▸ EXERCISE GOAL: Drop every picture. Return the rest of the entries exactly.

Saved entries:
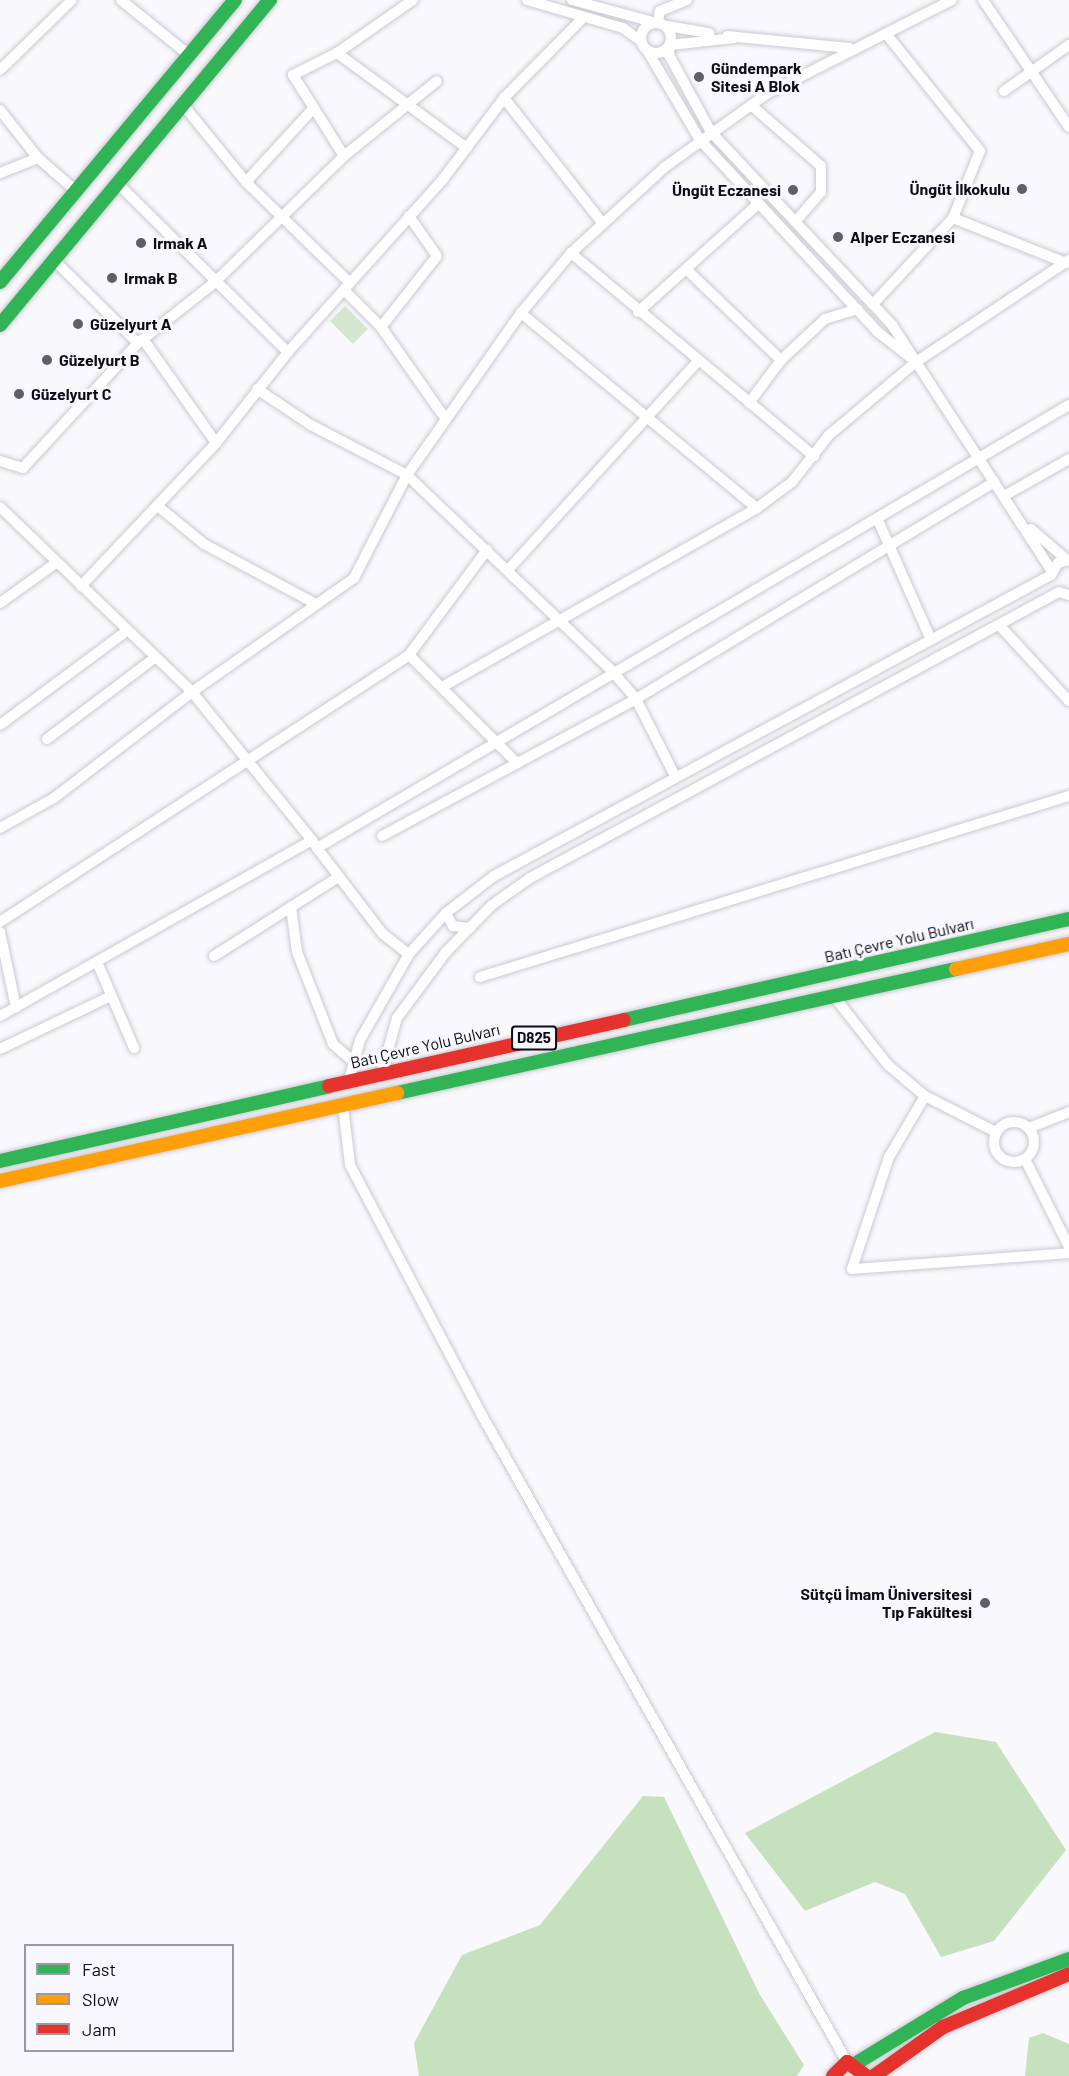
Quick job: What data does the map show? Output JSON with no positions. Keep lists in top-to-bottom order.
{
  "streets": {
    "main road": ["Batı Çevre Yolu Bulvarı", "D825"]
  },
  "places": [
    "Gündempark Sitesi A Blok",
    "Üngüt İlkokulu",
    "Üngüt Eczanesi",
    "Alper Eczanesi",
    "Irmak A",
    "Irmak B",
    "Güzelyurt A",
    "Güzelyurt B",
    "Güzelyurt C",
    "Sütçü İmam Üniversitesi Tıp Fakültesi"
  ],
  "legend": ["Fast", "Slow", "Jam"]
}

▸ RESPONSE:
Quick job: What data does the map show? Output JSON with no positions. Keep lists in top-to-bottom order.
{
  "streets": {
    "main road": ["Batı Çevre Yolu Bulvarı", "D825"]
  },
  "places": [
    "Gündempark Sitesi A Blok",
    "Üngüt İlkokulu",
    "Üngüt Eczanesi",
    "Alper Eczanesi",
    "Irmak A",
    "Irmak B",
    "Güzelyurt A",
    "Güzelyurt B",
    "Güzelyurt C",
    "Sütçü İmam Üniversitesi Tıp Fakültesi"
  ],
  "legend": ["Fast", "Slow", "Jam"]
}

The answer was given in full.